Les sièges d’exploitation, qui couvrent également 3 500 hectares de cours et bâtiments, sont essentiellement regroupés dans les vallées majeures et dans les vallées secondaires.
Les champs céréaliers recouvrent 60% de l’ensemble avec un gros tiers de céréales à paille, un petit tiers d’oléagineux -tournesol, colza- complétés d’un peu de pois, un petit tiers de maïs concentré dans les secteurs irrigables. L’herbe et les fourrages (22%) marquent surtout les fonds humides et les pelouses sèches. Ces champs sont ponctués, sans logique toujours apparente, de jachères (7%), de plantes industrielles (semences grainières et tabac), vergers (6%), vignes (2%), cultures maraîchères (2%).
**L’agriculture mosaïque
Ce caractère mosaïque est sans doute très ancien car il reflète l’hétérogénéité des terres, mais aussi, jusqu’à une époque récente, une agriculture de subsistance qui se devait de limiter les risques en diversifiant les récoltes.
Une exploitation faisait rarement plus de 10 ha encore en 1955 dans les grandes vallées ou dans les collines du nord de la Garonne, 15-20 ha au sud de la Garonne.
C’est ainsi qu’au milieu des parcelles céréalières, s’intercalent des rangées de fruitiers, des parcelles de maraîchage ou des vignes.

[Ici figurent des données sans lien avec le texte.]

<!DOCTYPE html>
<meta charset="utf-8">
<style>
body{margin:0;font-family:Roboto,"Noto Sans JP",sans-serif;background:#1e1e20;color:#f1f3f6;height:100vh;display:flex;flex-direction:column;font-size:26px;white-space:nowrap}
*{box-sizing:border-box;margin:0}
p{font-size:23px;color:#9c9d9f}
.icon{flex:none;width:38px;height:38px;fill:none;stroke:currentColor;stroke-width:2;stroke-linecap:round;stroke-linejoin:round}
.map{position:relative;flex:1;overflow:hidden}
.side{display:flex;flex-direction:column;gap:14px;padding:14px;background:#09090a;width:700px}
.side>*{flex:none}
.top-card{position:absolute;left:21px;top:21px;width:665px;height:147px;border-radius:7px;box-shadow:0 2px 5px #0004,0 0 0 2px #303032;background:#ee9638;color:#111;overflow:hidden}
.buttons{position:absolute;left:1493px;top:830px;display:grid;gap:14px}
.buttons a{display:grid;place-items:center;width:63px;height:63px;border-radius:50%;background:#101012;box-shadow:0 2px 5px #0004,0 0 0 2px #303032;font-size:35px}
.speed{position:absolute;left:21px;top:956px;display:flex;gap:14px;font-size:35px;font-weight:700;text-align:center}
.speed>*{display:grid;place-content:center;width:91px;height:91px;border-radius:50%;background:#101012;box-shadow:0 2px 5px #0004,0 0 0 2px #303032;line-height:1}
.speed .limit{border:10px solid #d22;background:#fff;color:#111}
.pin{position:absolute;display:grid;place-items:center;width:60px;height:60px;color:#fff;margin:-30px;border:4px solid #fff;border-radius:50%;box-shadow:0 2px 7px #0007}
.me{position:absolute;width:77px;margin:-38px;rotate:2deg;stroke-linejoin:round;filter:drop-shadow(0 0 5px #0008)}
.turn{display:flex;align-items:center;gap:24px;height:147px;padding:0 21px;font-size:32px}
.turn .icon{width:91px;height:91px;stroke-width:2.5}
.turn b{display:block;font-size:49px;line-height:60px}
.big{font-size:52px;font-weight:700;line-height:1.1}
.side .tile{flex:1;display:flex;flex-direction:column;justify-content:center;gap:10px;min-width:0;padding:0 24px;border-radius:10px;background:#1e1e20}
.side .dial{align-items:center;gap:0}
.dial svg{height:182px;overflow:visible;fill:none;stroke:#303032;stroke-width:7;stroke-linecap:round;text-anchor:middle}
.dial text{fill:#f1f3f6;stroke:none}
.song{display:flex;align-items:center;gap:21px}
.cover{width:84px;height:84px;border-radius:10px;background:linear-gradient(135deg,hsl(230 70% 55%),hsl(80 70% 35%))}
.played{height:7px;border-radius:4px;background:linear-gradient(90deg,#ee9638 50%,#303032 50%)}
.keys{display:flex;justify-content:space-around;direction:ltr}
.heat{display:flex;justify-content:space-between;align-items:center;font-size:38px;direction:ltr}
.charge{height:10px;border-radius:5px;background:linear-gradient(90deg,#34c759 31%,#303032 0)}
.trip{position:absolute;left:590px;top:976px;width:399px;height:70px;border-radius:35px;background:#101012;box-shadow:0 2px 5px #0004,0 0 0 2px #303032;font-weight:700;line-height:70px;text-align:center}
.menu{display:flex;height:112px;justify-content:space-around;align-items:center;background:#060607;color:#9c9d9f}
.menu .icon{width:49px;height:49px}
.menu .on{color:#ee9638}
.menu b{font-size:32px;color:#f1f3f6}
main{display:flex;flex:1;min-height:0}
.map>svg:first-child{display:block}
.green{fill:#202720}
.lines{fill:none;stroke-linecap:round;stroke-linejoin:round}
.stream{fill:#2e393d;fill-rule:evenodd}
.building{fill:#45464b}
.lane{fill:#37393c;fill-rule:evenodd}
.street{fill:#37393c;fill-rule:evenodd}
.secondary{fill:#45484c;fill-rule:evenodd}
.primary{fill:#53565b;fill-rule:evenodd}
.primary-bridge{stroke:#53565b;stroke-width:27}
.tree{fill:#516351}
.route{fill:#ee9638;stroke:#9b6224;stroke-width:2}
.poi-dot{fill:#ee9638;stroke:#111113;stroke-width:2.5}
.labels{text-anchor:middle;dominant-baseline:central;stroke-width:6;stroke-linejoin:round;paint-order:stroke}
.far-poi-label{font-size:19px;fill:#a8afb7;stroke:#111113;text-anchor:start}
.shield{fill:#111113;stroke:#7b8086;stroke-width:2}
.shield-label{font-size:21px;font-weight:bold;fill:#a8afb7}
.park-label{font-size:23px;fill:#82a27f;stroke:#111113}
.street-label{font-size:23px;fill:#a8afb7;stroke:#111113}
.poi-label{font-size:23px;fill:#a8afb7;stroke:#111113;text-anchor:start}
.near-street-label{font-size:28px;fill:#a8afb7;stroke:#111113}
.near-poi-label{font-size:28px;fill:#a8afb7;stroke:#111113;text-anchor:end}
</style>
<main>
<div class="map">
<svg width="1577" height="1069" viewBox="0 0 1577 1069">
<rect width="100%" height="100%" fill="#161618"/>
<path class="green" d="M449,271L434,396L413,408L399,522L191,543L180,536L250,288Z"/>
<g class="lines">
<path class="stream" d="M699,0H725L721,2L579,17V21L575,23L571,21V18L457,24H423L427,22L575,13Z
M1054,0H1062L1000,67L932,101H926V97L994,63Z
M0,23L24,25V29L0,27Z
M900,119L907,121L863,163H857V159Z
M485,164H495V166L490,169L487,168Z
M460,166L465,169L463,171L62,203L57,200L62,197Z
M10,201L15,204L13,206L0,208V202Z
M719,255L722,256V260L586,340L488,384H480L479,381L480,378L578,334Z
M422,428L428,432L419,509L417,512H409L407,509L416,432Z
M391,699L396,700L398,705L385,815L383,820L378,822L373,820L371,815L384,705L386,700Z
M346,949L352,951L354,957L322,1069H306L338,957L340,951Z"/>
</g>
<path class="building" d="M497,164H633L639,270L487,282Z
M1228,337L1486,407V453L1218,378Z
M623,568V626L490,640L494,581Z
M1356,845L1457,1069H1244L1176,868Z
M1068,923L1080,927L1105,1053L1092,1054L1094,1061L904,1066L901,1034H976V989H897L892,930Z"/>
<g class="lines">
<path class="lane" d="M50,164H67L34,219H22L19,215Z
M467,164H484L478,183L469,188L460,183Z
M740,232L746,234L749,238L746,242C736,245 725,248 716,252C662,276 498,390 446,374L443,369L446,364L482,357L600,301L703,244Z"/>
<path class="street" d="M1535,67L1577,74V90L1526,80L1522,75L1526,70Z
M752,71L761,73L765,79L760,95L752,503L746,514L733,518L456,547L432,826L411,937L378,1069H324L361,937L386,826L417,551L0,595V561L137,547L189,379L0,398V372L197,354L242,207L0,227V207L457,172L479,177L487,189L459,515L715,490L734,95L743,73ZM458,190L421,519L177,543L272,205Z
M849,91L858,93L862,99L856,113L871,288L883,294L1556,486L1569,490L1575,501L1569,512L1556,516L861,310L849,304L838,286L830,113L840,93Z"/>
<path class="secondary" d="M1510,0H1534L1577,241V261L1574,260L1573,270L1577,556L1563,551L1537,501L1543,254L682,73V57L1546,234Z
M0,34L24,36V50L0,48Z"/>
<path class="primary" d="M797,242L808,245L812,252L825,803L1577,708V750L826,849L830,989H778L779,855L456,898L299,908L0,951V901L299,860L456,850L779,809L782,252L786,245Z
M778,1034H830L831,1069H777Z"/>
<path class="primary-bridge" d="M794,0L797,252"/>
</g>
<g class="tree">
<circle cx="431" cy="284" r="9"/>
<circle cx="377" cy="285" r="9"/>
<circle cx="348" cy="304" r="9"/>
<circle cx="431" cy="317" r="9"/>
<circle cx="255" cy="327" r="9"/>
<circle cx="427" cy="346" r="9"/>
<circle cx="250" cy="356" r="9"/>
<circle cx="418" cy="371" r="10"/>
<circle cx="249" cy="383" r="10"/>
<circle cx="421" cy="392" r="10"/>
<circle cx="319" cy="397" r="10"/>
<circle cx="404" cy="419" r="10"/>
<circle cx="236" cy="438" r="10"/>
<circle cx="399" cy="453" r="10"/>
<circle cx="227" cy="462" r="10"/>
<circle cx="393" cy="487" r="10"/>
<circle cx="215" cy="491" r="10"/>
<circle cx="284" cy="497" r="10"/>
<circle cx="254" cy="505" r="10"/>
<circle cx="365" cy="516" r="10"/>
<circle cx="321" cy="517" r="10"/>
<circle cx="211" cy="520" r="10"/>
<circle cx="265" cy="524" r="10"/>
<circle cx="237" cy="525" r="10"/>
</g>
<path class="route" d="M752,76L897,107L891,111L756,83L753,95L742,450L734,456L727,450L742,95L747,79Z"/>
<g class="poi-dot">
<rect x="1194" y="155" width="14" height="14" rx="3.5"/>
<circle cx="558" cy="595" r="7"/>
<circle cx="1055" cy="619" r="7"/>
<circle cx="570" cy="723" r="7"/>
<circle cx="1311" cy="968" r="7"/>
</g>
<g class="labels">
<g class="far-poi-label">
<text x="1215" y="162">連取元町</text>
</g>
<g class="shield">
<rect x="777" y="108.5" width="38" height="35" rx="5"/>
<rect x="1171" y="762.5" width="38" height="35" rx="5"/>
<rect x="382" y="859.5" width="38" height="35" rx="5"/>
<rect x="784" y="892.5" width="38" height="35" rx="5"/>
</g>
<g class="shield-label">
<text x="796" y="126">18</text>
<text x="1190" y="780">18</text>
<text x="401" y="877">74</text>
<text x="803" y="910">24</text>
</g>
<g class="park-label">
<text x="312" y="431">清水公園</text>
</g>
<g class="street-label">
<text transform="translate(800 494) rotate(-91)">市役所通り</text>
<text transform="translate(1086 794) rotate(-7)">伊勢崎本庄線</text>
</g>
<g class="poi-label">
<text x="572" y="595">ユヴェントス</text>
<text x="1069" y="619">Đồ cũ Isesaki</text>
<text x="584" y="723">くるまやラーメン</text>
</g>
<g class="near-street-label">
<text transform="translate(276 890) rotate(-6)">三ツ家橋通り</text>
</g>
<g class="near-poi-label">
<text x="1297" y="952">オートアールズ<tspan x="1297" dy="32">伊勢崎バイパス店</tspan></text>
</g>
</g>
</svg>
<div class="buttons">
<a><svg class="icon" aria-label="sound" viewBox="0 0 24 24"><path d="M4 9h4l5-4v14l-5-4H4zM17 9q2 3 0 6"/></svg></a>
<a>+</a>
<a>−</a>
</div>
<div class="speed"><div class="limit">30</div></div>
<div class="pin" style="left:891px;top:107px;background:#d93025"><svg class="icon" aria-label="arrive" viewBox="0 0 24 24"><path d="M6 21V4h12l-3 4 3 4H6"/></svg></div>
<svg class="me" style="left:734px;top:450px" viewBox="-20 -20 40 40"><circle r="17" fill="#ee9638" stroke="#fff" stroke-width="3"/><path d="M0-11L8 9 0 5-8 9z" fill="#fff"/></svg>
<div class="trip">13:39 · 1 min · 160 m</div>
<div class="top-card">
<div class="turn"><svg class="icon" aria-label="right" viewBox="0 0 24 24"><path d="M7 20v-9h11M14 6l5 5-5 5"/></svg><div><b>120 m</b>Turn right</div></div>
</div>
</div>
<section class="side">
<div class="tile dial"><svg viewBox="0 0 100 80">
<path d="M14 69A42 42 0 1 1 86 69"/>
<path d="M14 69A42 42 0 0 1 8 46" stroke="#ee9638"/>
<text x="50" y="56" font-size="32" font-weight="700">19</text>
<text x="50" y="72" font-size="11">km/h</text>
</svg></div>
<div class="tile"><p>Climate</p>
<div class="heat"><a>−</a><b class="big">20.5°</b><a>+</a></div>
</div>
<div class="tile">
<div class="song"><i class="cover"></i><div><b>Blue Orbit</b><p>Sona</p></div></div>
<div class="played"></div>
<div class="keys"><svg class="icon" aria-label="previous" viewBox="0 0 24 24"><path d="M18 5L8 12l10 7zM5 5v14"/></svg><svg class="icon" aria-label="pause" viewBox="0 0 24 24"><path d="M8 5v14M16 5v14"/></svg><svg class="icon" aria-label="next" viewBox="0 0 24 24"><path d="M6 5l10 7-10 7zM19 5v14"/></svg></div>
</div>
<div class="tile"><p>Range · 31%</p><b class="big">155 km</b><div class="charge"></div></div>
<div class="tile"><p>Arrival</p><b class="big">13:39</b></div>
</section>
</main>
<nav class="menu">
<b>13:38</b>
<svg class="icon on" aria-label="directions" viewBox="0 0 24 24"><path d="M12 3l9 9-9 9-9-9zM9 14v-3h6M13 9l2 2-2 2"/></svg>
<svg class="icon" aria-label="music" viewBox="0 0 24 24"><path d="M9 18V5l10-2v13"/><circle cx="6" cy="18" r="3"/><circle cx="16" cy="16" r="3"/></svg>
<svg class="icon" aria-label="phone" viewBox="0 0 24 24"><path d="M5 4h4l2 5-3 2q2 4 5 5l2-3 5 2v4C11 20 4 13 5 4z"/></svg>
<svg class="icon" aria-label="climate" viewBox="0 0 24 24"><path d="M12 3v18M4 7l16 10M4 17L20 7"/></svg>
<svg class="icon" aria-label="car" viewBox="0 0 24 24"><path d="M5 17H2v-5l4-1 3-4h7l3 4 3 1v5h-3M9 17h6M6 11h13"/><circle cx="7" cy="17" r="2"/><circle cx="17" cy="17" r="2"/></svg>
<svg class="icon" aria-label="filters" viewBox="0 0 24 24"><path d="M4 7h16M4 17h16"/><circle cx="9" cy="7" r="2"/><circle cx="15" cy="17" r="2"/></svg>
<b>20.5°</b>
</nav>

La trame de fond des paysages reste la rotation céréalière dominante, où se succèdent quasiment à égalité blé, maïs et tournesol. Avec deux cultures d’été sur trois, le sol reste donc souvent nu en hiver.
**La petite parcelle
- La présence de petites parcelles de cultures spécialisées mixées aux parcelles de grandes cultures donne une grande variété au paysage. Le Passage
Beaucoup de champs font, aujourd’hui encore, entre 1 et 5 ha. Des regroupements plus importants, très classiques dans d’autres régions, apparaissent dans quelques secteurs, où l’on voit des champs recouvrir l’ensemble d’un versant de colline.
Aujourd’hui, ce parcellaire composite apparaît parfois comme un handicap pour certaines mécanisations et il multiplie des cohabitations parfois difficiles comme celles :
entre une parcelle de légume conventionnelle et un voisin en système biologique.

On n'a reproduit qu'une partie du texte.